Independent Contractors are sub-contractors. (same thing)

The IRS terminology is Independent Contractor.

In the Construction tades we call them subs. 

You are hiring an Independent Contractors to perform as a substitute for your company for work you as the GC has under contract.


----------



## R&S Exteriors (Aug 4, 2006)

Melissa said:


> I know that IC's can't charge, labor and materials included over a certain dollar amount, I think it's $800 per day?? But this just sounds too easy to get around paying employee taxes, can it really be as easy as to just hire IC's instead of Employees? As long as they carry their own liability insurance? And what about performing tasks that require a license, like Electrical, etc.


I've never heard of this. The only rule I know of is that if you hire and independent contractor (sub) and the cost is more than $600 the GC has to report it on a 1099.

An Independent Contractor (sub) could subcontract work from you for millions of dollars. The only problem with that is that you have to make sure they don't become "exclusive" to your company. If they stop working for anyone else the IRS could classify them as your "employee"

Independent contractors have to carry the same licenses and insurance as any other contractor.

*Maybe the terminology is confusing when the IRS says "independent Contractor" they are not talking about the construction trade specifically.* Independent Contractor means someone or a company that another company (any profession) hires to perform work.

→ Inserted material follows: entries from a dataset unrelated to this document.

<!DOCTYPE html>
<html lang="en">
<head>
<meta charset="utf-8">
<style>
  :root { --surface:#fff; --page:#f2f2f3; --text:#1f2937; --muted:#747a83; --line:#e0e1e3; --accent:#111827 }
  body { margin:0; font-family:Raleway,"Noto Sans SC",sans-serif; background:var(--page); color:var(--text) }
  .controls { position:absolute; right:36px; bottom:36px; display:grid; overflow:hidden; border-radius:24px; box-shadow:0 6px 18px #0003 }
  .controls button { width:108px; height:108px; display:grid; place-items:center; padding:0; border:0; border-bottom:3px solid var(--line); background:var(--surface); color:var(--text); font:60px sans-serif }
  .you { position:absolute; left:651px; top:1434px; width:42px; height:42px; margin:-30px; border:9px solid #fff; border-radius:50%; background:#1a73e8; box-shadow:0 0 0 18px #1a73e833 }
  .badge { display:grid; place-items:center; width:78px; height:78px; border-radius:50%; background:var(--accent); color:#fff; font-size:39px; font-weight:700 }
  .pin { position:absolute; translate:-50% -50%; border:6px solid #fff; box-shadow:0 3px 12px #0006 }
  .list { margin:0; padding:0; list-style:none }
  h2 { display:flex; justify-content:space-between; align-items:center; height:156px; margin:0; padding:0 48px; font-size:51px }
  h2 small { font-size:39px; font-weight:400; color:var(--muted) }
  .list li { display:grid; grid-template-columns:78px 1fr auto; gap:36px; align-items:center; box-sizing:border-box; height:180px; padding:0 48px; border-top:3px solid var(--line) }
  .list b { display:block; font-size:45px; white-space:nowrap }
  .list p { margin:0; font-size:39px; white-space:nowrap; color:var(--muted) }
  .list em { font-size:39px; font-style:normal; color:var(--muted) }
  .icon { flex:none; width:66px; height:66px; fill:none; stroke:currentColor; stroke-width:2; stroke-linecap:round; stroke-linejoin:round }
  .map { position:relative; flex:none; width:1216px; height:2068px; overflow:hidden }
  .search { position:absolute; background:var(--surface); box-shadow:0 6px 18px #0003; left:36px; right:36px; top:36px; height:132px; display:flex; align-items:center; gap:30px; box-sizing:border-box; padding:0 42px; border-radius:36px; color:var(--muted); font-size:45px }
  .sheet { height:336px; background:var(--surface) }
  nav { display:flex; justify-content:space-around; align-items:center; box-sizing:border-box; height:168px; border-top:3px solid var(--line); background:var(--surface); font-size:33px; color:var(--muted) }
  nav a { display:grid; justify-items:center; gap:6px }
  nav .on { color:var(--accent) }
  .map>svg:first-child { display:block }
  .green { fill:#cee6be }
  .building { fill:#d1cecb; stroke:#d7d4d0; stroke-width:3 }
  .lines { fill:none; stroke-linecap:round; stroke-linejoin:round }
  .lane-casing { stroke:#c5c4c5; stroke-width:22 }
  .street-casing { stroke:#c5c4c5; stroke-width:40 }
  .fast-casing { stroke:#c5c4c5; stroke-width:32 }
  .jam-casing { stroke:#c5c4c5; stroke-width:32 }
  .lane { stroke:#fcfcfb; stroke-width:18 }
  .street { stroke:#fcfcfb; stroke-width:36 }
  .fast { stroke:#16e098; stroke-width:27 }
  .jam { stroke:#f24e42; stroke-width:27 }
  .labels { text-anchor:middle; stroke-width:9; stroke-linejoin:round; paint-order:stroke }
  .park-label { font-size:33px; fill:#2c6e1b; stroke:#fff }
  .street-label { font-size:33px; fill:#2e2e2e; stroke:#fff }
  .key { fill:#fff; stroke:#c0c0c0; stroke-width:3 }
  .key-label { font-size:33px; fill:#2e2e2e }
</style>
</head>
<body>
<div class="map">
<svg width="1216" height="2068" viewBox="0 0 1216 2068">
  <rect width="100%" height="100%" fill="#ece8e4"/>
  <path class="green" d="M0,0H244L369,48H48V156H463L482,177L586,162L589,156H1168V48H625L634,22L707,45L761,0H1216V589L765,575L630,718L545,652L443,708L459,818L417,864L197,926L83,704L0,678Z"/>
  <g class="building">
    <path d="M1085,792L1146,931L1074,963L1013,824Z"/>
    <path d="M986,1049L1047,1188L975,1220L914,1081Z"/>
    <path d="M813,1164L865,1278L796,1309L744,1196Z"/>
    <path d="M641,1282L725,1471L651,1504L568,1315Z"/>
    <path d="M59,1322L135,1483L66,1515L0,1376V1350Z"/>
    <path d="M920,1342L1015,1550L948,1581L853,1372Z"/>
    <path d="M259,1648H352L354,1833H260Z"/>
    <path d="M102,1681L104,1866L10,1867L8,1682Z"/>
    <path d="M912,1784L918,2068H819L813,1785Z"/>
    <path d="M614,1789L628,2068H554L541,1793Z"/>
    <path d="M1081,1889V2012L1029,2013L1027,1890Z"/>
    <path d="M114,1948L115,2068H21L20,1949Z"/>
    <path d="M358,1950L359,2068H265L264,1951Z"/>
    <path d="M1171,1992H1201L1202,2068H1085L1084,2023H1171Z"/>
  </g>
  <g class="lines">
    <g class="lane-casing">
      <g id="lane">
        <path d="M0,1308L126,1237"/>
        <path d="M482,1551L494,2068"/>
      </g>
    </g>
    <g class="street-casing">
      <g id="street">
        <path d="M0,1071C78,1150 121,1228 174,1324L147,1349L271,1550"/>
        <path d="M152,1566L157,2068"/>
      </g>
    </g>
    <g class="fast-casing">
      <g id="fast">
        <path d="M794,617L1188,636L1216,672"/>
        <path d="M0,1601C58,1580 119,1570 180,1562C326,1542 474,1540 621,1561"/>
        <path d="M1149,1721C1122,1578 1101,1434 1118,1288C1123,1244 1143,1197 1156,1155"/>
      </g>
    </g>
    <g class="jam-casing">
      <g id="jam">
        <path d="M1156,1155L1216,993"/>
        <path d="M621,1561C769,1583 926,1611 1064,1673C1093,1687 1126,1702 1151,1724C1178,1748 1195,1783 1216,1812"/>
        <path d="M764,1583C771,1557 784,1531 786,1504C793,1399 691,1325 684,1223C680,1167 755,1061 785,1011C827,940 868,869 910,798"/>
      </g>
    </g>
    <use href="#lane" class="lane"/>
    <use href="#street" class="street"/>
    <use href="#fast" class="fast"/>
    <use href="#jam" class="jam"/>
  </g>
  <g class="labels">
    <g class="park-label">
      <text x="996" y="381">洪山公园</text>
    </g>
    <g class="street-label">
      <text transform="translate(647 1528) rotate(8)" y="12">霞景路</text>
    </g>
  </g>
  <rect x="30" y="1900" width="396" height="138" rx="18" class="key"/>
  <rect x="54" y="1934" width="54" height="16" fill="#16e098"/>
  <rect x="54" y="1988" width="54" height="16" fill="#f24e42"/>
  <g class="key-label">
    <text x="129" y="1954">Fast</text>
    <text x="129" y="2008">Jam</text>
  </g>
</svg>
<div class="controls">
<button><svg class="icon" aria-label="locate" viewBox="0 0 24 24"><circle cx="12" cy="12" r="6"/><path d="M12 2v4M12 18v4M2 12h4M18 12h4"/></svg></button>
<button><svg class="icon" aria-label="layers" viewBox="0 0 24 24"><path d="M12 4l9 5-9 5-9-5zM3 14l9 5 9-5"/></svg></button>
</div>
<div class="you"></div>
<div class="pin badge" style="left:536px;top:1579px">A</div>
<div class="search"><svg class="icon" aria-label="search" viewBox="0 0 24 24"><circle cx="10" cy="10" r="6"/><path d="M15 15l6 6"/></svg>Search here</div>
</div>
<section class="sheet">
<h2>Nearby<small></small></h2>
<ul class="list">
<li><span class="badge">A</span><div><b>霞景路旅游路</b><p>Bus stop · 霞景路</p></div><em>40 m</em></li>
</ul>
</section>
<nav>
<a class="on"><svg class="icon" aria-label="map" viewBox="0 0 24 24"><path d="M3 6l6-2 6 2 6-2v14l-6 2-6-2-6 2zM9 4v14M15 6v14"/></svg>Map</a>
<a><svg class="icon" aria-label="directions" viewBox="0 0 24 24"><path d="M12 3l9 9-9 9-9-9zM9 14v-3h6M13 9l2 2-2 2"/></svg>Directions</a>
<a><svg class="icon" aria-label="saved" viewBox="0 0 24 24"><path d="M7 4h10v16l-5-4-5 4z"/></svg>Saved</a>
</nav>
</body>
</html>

There are lawyers, doctors, contractors (every profession) that are classified as Independent Contractors. The "contractor" in independent contractor refers to a contract. (a document) and not to the constuction profession.

The tricky thing is to make sure your not treating the Independent Contractor (sub) as an employee. Because then the IRS will screw you on an audit.


----------



## Debookkeeper (Jul 23, 2006)

> Maybe the terminology is confusing when the IRS says "independent Contractor" they are not talking about the construction trade specifically. Independent Contractor means someone or a company that another company (any profession) hires to perform work. There are lawyers, doctors, contractors (every profession) that are classified as Independent Contractors. The "contractor" in independent contractor refers to a contract. (a document) and not to the constuction profession


.

Thanks RS - lying in bed last night I was thinking how I should of made that point about independent contractrators meaning any trade! 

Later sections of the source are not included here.